• Goal of the exercise
Extract each line from the entries below that has the string "rows" in it.

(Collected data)
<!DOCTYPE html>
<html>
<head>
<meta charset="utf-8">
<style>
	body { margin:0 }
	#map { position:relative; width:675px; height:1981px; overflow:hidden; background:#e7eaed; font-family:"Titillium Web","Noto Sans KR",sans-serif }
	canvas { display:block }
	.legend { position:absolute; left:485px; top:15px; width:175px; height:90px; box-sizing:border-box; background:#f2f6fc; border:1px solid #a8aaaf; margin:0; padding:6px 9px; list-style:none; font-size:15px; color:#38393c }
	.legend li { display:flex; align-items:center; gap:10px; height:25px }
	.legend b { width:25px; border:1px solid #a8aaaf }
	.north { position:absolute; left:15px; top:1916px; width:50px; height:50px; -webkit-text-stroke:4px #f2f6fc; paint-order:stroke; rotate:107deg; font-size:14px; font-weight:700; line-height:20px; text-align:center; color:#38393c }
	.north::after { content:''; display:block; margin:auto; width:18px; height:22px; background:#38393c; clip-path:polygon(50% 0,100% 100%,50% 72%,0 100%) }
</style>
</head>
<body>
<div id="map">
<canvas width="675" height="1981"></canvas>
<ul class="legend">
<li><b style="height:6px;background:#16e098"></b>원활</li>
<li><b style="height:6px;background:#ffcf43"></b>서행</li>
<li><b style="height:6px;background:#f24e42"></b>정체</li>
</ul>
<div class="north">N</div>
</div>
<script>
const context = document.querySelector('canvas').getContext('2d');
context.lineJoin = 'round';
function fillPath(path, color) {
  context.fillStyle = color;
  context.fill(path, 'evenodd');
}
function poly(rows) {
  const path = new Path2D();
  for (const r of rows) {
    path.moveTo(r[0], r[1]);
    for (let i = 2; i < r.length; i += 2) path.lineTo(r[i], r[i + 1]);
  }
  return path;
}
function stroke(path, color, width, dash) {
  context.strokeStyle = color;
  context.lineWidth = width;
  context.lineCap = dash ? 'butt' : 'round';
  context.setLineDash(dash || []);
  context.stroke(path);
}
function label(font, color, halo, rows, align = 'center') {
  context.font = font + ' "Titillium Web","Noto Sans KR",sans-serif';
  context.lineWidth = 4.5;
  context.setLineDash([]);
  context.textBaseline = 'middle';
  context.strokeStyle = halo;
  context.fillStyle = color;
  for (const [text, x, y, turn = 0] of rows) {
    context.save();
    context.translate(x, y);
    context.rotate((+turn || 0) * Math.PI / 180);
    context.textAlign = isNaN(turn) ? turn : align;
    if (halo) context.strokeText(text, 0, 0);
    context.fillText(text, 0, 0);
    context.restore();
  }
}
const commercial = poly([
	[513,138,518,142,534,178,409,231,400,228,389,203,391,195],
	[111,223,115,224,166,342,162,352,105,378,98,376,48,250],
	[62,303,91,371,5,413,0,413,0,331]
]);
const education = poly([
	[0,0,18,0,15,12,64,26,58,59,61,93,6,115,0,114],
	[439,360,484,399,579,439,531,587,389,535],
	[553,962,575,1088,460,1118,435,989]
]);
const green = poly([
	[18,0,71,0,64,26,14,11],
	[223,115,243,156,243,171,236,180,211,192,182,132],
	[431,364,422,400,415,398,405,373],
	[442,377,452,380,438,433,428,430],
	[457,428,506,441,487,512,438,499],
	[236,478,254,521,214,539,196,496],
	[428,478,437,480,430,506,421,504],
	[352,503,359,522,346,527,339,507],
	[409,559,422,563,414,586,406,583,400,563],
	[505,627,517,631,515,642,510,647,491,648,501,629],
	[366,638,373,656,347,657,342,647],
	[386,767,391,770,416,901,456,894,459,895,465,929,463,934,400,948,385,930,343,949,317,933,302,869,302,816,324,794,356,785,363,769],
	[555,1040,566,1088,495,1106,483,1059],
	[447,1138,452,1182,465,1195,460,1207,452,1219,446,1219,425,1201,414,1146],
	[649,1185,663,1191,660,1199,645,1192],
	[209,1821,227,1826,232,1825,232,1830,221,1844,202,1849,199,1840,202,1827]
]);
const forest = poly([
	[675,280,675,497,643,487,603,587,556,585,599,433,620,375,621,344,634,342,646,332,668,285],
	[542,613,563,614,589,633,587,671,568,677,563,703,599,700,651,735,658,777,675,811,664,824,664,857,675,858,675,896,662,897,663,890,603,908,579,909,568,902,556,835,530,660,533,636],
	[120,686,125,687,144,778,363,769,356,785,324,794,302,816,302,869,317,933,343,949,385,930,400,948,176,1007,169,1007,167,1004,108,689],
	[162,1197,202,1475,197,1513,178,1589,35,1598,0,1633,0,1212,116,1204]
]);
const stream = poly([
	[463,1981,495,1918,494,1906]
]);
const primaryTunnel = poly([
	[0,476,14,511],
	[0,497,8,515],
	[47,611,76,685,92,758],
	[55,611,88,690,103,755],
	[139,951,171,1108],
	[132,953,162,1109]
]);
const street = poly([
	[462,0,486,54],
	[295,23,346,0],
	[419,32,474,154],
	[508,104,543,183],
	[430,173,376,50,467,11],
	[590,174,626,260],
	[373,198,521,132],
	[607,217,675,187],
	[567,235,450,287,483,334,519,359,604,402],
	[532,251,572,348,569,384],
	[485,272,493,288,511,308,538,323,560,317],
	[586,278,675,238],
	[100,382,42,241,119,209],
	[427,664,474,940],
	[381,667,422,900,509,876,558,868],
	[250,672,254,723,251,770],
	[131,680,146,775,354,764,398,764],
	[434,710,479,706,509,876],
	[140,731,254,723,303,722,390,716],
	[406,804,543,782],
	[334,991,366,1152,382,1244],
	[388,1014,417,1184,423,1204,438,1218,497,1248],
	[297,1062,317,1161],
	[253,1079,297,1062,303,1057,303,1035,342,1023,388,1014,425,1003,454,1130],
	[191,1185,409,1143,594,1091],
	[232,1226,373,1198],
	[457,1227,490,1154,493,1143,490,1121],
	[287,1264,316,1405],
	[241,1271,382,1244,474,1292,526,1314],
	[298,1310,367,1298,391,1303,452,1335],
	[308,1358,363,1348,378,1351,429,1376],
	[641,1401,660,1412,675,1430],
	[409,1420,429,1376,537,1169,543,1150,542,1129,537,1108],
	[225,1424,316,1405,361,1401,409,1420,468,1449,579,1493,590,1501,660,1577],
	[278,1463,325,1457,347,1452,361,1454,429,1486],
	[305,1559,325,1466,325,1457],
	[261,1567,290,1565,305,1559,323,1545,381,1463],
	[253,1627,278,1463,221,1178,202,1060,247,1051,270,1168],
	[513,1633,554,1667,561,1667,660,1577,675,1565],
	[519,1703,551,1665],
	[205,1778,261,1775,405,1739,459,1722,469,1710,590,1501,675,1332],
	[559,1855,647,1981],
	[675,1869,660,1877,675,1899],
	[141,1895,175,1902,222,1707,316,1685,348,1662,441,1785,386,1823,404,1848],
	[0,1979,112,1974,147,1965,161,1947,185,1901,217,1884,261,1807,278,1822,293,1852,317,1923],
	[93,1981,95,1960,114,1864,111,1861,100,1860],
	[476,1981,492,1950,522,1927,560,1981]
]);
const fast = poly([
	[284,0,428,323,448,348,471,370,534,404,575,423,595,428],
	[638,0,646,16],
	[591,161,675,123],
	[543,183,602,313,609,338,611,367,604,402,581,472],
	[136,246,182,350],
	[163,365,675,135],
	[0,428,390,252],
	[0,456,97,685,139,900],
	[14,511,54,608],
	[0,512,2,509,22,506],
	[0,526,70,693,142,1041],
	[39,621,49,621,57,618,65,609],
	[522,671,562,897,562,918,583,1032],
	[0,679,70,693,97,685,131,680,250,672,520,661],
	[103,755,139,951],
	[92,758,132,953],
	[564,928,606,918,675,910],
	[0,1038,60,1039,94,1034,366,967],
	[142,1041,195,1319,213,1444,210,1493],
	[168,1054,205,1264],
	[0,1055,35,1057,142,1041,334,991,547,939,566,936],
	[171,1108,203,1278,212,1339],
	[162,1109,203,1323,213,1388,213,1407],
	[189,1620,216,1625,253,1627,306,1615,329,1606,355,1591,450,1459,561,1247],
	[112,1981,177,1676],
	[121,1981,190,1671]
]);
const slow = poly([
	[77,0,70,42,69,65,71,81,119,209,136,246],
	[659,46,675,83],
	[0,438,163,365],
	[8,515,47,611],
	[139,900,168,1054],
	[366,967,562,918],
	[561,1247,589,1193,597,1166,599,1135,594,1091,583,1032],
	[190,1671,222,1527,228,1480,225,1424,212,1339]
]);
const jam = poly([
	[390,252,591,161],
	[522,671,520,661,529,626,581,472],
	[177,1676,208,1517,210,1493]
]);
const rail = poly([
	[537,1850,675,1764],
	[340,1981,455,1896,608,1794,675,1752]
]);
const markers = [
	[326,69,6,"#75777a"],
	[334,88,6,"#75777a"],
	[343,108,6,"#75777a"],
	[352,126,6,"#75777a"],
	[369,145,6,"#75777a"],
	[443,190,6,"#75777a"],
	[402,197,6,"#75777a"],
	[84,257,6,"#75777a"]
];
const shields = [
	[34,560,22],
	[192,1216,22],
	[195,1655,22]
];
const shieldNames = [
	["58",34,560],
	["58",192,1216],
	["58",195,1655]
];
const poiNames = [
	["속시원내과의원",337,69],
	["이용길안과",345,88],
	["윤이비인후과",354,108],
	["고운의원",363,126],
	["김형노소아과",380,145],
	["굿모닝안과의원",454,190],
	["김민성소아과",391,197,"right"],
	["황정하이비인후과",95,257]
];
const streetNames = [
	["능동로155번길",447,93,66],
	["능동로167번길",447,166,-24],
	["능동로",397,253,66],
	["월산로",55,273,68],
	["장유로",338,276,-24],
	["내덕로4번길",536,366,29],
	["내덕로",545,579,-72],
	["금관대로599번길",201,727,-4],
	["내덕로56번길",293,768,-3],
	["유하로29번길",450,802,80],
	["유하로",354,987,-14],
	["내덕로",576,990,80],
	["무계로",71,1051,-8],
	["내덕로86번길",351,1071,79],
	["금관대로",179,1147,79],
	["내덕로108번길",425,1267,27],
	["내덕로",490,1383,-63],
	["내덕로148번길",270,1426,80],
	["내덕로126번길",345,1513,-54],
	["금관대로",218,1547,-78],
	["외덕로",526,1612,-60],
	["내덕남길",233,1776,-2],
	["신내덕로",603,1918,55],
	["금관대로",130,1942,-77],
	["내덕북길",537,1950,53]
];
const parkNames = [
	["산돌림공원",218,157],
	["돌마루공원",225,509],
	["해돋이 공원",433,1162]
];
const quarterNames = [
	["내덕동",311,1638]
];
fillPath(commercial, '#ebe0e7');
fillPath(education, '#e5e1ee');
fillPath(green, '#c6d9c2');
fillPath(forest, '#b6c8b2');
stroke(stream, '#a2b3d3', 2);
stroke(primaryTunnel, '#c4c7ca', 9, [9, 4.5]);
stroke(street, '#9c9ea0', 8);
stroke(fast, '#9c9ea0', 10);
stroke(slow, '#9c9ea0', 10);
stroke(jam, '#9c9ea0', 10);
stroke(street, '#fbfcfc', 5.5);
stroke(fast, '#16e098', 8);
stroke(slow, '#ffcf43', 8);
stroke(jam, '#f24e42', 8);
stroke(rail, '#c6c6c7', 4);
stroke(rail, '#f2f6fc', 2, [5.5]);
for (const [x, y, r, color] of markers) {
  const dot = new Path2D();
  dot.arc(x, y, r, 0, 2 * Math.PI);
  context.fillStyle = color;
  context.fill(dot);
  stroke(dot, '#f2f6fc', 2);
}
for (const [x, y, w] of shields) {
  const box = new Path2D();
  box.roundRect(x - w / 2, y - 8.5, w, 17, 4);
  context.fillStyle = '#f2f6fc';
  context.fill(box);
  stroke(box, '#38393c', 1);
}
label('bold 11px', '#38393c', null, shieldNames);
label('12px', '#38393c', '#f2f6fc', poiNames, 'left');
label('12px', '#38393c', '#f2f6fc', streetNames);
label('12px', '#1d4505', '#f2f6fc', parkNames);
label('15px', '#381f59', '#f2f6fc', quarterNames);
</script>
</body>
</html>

• Final answer
function poly(rows) {
  for (const r of rows) {
function label(font, color, halo, rows, align = 'center') {
  for (const [text, x, y, turn = 0] of rows) {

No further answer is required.